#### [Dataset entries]
....

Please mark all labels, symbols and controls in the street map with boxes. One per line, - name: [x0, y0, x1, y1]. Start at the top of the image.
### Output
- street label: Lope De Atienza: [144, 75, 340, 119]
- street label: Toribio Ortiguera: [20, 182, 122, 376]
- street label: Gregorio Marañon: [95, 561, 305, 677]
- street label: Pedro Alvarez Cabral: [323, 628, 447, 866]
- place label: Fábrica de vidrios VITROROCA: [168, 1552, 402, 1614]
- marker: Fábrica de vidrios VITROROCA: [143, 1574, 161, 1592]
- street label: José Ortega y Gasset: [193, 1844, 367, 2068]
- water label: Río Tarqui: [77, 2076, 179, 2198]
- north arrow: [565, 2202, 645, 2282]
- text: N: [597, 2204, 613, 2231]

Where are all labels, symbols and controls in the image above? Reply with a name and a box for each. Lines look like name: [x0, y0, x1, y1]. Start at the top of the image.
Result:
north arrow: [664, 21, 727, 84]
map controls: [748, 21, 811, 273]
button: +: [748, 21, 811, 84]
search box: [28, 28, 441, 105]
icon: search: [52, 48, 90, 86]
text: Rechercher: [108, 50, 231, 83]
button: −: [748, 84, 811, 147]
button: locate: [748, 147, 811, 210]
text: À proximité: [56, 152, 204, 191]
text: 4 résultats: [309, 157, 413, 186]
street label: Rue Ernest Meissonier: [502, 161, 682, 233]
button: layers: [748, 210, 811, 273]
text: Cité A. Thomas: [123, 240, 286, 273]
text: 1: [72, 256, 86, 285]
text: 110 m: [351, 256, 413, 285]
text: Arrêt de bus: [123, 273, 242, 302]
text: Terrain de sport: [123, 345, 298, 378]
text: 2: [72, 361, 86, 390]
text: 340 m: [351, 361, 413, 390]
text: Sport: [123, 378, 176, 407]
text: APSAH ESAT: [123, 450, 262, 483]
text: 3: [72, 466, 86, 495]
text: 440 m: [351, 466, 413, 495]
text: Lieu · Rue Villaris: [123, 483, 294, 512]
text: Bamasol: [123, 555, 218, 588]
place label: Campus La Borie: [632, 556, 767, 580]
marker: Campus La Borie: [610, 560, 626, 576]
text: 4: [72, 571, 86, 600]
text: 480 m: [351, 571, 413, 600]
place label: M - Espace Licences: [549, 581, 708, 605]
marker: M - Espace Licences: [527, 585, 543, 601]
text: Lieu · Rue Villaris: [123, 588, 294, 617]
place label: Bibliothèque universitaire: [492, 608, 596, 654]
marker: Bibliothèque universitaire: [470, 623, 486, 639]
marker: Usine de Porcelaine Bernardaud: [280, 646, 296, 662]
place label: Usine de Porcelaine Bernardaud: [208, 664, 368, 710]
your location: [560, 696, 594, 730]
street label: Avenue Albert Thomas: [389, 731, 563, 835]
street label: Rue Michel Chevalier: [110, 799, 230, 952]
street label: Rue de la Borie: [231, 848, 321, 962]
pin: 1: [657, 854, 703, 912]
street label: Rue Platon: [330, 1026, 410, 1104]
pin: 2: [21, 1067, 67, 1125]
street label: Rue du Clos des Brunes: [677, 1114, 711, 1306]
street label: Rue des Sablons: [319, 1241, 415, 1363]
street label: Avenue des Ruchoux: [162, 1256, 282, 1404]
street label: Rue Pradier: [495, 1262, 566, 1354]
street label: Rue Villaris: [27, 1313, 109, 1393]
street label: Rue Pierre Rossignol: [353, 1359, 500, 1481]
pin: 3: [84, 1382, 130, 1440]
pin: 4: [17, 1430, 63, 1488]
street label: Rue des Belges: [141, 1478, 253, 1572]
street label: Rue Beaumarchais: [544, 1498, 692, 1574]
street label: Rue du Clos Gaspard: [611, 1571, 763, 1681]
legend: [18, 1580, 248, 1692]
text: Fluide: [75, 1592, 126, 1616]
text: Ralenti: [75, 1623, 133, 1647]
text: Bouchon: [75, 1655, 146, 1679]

....

#### [Directions]
The task requires an exact transcription of all the data.

#### [Answer to the exercise]
Please mark all labels, symbols and controls in the street map with boxes. One per line, - name: [x0, y0, x1, y1]. Start at the top of the image.
### Output
- street label: Lope De Atienza: [144, 75, 340, 119]
- street label: Toribio Ortiguera: [20, 182, 122, 376]
- street label: Gregorio Marañon: [95, 561, 305, 677]
- street label: Pedro Alvarez Cabral: [323, 628, 447, 866]
- place label: Fábrica de vidrios VITROROCA: [168, 1552, 402, 1614]
- marker: Fábrica de vidrios VITROROCA: [143, 1574, 161, 1592]
- street label: José Ortega y Gasset: [193, 1844, 367, 2068]
- water label: Río Tarqui: [77, 2076, 179, 2198]
- north arrow: [565, 2202, 645, 2282]
- text: N: [597, 2204, 613, 2231]

Where are all labels, symbols and controls in the image above? Reply with a name and a box for each. Lines look like name: [x0, y0, x1, y1]. Start at the top of the image.
Result:
north arrow: [664, 21, 727, 84]
map controls: [748, 21, 811, 273]
button: +: [748, 21, 811, 84]
search box: [28, 28, 441, 105]
icon: search: [52, 48, 90, 86]
text: Rechercher: [108, 50, 231, 83]
button: −: [748, 84, 811, 147]
button: locate: [748, 147, 811, 210]
text: À proximité: [56, 152, 204, 191]
text: 4 résultats: [309, 157, 413, 186]
street label: Rue Ernest Meissonier: [502, 161, 682, 233]
button: layers: [748, 210, 811, 273]
text: Cité A. Thomas: [123, 240, 286, 273]
text: 1: [72, 256, 86, 285]
text: 110 m: [351, 256, 413, 285]
text: Arrêt de bus: [123, 273, 242, 302]
text: Terrain de sport: [123, 345, 298, 378]
text: 2: [72, 361, 86, 390]
text: 340 m: [351, 361, 413, 390]
text: Sport: [123, 378, 176, 407]
text: APSAH ESAT: [123, 450, 262, 483]
text: 3: [72, 466, 86, 495]
text: 440 m: [351, 466, 413, 495]
text: Lieu · Rue Villaris: [123, 483, 294, 512]
text: Bamasol: [123, 555, 218, 588]
place label: Campus La Borie: [632, 556, 767, 580]
marker: Campus La Borie: [610, 560, 626, 576]
text: 4: [72, 571, 86, 600]
text: 480 m: [351, 571, 413, 600]
place label: M - Espace Licences: [549, 581, 708, 605]
marker: M - Espace Licences: [527, 585, 543, 601]
text: Lieu · Rue Villaris: [123, 588, 294, 617]
place label: Bibliothèque universitaire: [492, 608, 596, 654]
marker: Bibliothèque universitaire: [470, 623, 486, 639]
marker: Usine de Porcelaine Bernardaud: [280, 646, 296, 662]
place label: Usine de Porcelaine Bernardaud: [208, 664, 368, 710]
your location: [560, 696, 594, 730]
street label: Avenue Albert Thomas: [389, 731, 563, 835]
street label: Rue Michel Chevalier: [110, 799, 230, 952]
street label: Rue de la Borie: [231, 848, 321, 962]
pin: 1: [657, 854, 703, 912]
street label: Rue Platon: [330, 1026, 410, 1104]
pin: 2: [21, 1067, 67, 1125]
street label: Rue du Clos des Brunes: [677, 1114, 711, 1306]
street label: Rue des Sablons: [319, 1241, 415, 1363]
street label: Avenue des Ruchoux: [162, 1256, 282, 1404]
street label: Rue Pradier: [495, 1262, 566, 1354]
street label: Rue Villaris: [27, 1313, 109, 1393]
street label: Rue Pierre Rossignol: [353, 1359, 500, 1481]
pin: 3: [84, 1382, 130, 1440]
pin: 4: [17, 1430, 63, 1488]
street label: Rue des Belges: [141, 1478, 253, 1572]
street label: Rue Beaumarchais: [544, 1498, 692, 1574]
street label: Rue du Clos Gaspard: [611, 1571, 763, 1681]
legend: [18, 1580, 248, 1692]
text: Fluide: [75, 1592, 126, 1616]
text: Ralenti: [75, 1623, 133, 1647]
text: Bouchon: [75, 1655, 146, 1679]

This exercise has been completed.